К шести рацио сдохло под напором первых куплетов песни козлов. Это были куплеты про ноу-хау картинной галереи на потолке. Еще там был припев про три проекта. Провал трех проектов — не такая уж катастрофа, раз от него остался хотя бы фрагмент самолета и несколько гигантских постеров. Особенно постеров! Пара-тройка таких монстров, и мой потолок будет уделан окончательно!
Я еле дотянула до десяти, чтобы не выглядеть подозрительно на проходной в Останкино. Но я все равно выглядела подозрительно. Потому что постер, который я схватила из жадности, был самым большим. Он был 1,80 на 1,65. Я его доперла до ментов на проходной волоком. Но мент сказал, что не выпустит меня с достоянием телекомпании.

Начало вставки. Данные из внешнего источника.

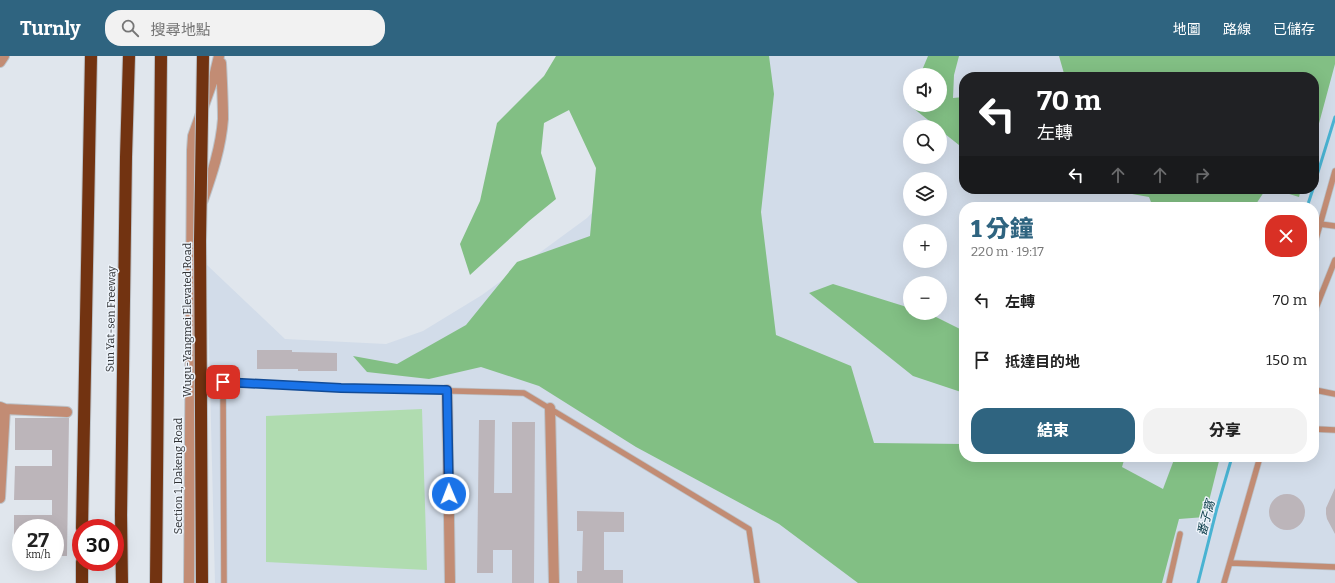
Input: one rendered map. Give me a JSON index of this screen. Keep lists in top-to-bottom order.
{
  "streets": {
    "highway": ["Sun Yat-sen Freeway", "Wugu-Yangmei Elevated Road"],
    "street": ["Section 1, Dakeng Road"]
  },
  "water": ["番子窩"],
  "page": {
    "header": "Turnly",
    "search": "搜尋地點",
    "nav": ["地圖", "路線", "已儲存"],
    "map_buttons": ["+", "−"],
    "turn": ["70 m", "左轉"],
    "heading": ["1 分鐘", "220 m · 19:17"],
    "list": [
      {
        "name": "左轉",
        "value": "70 m"
      },
      {
        "name": "抵達目的地",
        "value": "150 m"
      }
    ],
    "buttons": ["結束", "分享"],
    "speed": "27 km/h",
    "limit": "30"
  }
}
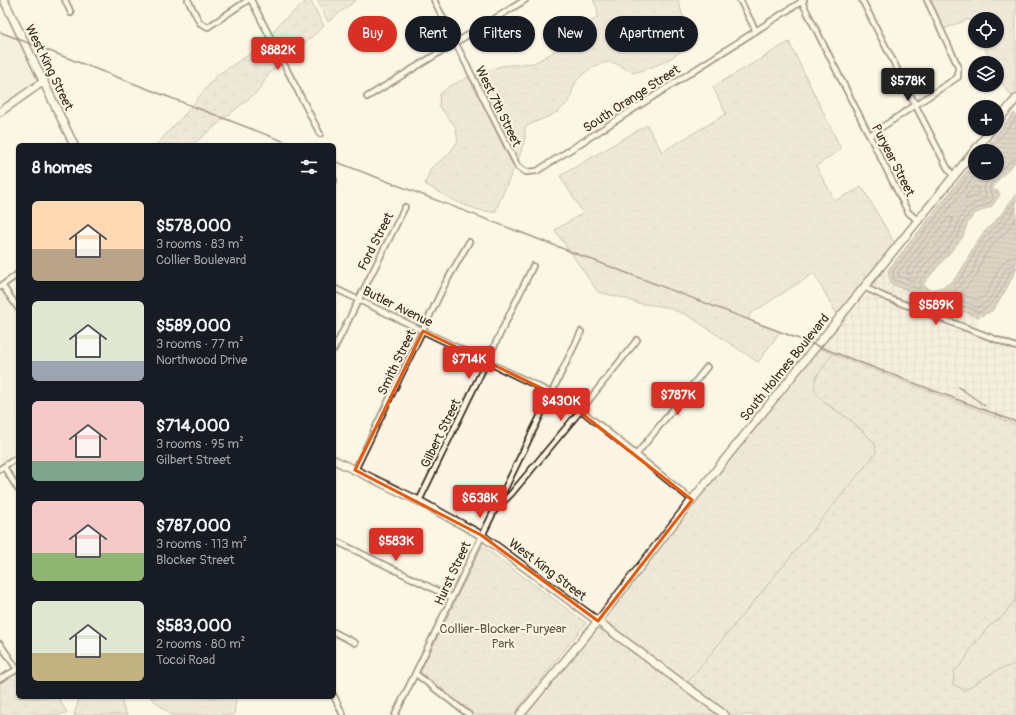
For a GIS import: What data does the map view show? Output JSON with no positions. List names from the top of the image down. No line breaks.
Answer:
{"streets":{"main road":["West King Street","South Holmes Boulevard"],"street":["South Orange Street","West 7th Street","Puryear Street","Ford Street","Butler Avenue","Smith Street","Gilbert Street","Hurst Street"]},"crossings":[["West King Street","Smith Street"],["West King Street","South Holmes Boulevard"],["West King Street","Gilbert Street"],["West King Street","Hurst Street"],["South Orange Street","West 7th Street"],["South Orange Street","Puryear Street"],["Puryear Street","South Holmes Boulevard"],["Ford Street","Butler Avenue"],["Butler Avenue","Smith Street"],["Butler Avenue","South Holmes Boulevard"],["Butler Avenue","Gilbert Street"],["Butler Avenue","Hurst Street"]],"parks":["Collier-Blocker-Puryear Park"],"page":{"map_buttons":["+","−"],"chip":["Buy","Rent","Filters","New","Apartment"],"price":["$882K","$578K","$589K","$714K","$787K","$430K","$638K","$583K"],"heading":"8 homes","list":[{"name":"$578,000","note":"3 rooms · 83 m² · Collier Boulevard"},{"name":"$589,000","note":"3 rooms · 77 m² · Northwood Drive"},{"name":"$714,000","note":"3 rooms · 95 m² · Gilbert Street"},{"name":"$787,000","note":"3 rooms · 113 m² · Blocker Street"},{"name":"$583,000","note":"2 rooms · 80 m² · Tocoi Road"}]}}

«Какое достояние телекомпании!» — как можно беспечнее сказала я менту. А потом я прошипела ему в ухо: «Это достояние национальной культуры. И хотя бы по этой причине не имеет никакого отношения к телевидению». Для убедительности я постучала ногой по резной дубовой раме, и мент сдался. Дубовые рамы были решающим аргументом во все времена существования станковой живописи.
Вообще-то никакое это было не достояние национальной культуры. Это было достояние IKEA. И являло собой принт гигантской розы, пурпурной и распустившейся до порнографической непристойности.
Чтобы запихать эту розу в багажник, не могло быть и речи. И поэтому я поперла розу волоком. Какой-то гражданин остановил машину (видно, сильно впечатленный рамой) и крикнул, что это вандализм. Тогда я поставила розу на ребро и поволокла так. А гражданин (сволочь, эстет) опять крикнул, что по такой погоде произведение повредится (за раму, гад, переживал). В погоде не было ничего непредсказуемого. Мелкие осадки и, как обещали, порывистый ветер. Некоторые порывы были до 17 метров в секунду. С семнадцати метров начинается угроза урагана. Вот что обещали по радио. И по-моему, на сей раз не соврали. Постер парусил. Но я не могла его выпустить из рук — в нем было спасение от ночного рацио и главная фишка сегодняшней козлиной песни. Меня иногда прямо поднимало в воздух вместе с этой розой. Я даже представила, как в газетах появится заметка — «Унесенная розой». Есть в этом какая-то фальшивая грустинка, как в девочке, ети-ее, со спичками. Это факт. Какая-то немецкая пряничность. Но если отмести икеевский налет,
Потому что уже достаточное количество лет меня несет в переменных направлениях со скоростью семнадцать метров в секунду без права остановиться.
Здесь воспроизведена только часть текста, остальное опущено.